International students have conflicting feelings as they return to campus

Sophomore+Saskia+Walker+from+Rome%2C+Italy+stands+in+her+hometown.+Walker+is+one+of+many+international+students+at+Loyola+in+a+tough+spot+due+to+COVID-19.+Courtesy+of+Saskia+Walker

Sophomore Saskia Walker from Rome, Italy stands in her hometown. Walker is one of many international students at Loyola in a tough spot due to COVID-19. Courtesy of Saskia Walker

Sofia Mongillo

Amidst the chaos and tragedy that has swept the nation as a result of COVID-19, international students have been caught in the crossfire of the virus.

At Loyola, where more than 100 students are from 40 different countries, many were faced with a difficult choice this summer of whether or not it was safe to return.

International student Maria Paula Mariño, a music industry major and sophomore from Bogotá, Colombia, returned to New Orleans after quarantining in her home country for several months. Though the sophomore was conflicted, she decided returning to campus would be the best option.

“When I told people I was coming back to New Orleans, they said I was crazy,” Mariño said. “In Colombia, the view of the U.S. is very much the American dream and I think America’s response to COVID and how it’s being handled is showing other countries that it’s not as great. This is the first time Colombians didn’t want to go to the U.S.”

Students’ concerns about returning to campus is evident, especially for those traveling between countries.

Loyola has entered a one-year consulting agreement with Ochsner Health System in order to manage the start of the school year. Mariño said that on paper Loyola’s management of coronavirus looks great. People aren’t very serious about it, though, Mariño said.

“People wear masks, yes, but social distancing is non-existent,” Mariño said. “I definitely think there’s some things they could do better.”

Aside from this, social distancing is enforced and wearing a face mask is mandatory on campus.

While international students are adjusting to college life during the pandemic, many are also worrying about the situations in their home countries.

“It’s been pretty hard in Colombia since our health care system doesn’t have the capacity to respond to all the COVID patients,” Mariño said. “For five months, we were not able to leave our houses unless you needed to work or do something important. Bogotá is so dense, even going outside is a risk. Most of the city is so poor that they don’t have access to health care or medication.”

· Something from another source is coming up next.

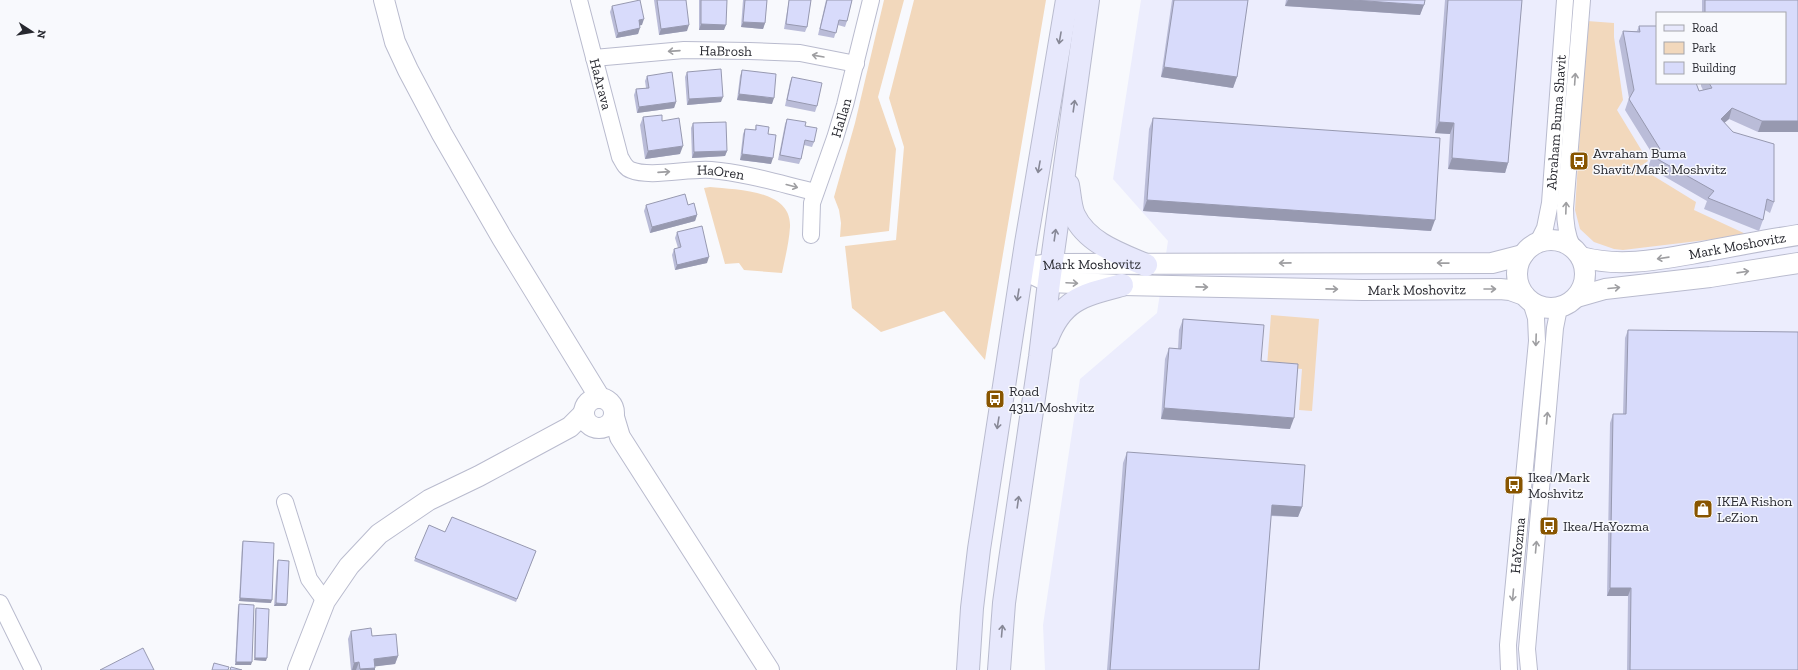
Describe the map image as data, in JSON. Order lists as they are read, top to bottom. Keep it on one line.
{"streets":{"street":["HaBrosh","HaArava","HaIlan","Abraham Buma Shavit","HaOren","Mark Moshovitz","HaYozma"]},"crossings":[["HaBrosh","HaArava"],["HaBrosh","HaIlan"],["HaArava","HaOren"],["HaIlan","HaOren"],["Abraham Buma Shavit","Mark Moshovitz"],["Abraham Buma Shavit","HaYozma"],["Mark Moshovitz","HaYozma"]],"one_way":["HaBrosh","HaOren"],"places":{"bus stop":["Avraham Buma Shavit/Mark Moshvitz","Road 4311/Moshvitz","Ikea/Mark Moshvitz","Ikea/HaYozma"],"shop":["IKEA Rishon LeZion"]},"legend":["Road","Park","Building"],"north":"right"}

International student Saskia Walker, sophomore and music industry major, said that in her home country of Italy, the spread of the virus was prevented by strict rules after the number of cases skyrocketed.

“I feel like it was easier for the Italian government and the Italian people to accept the shutdown because only 60 or 50 years ago, we were under a dictatorship, so people are used to respecting authority, especially in this situation where it’s for the safety of the people,” Walker said.

Walker said its understandable that the university wants to continue school due to a need for funds.

“But the problem is, effectively, no matter what steps the school takes, it strictly comes down to the student body and what they’re doing,” Walker said.

According to the university website, there are eight confirmed cases among the student body as of Sept. 23, all of which are isolating off campus.

“It’s scary for us international students because if campus closes or there’s a surge in cases, it’s not like we can just hook a flight and go back home. Where I am from, the airport is closed,” Mariño said. “Loyola is very hopeful, and I love that, but they need to make sure they’re being real.”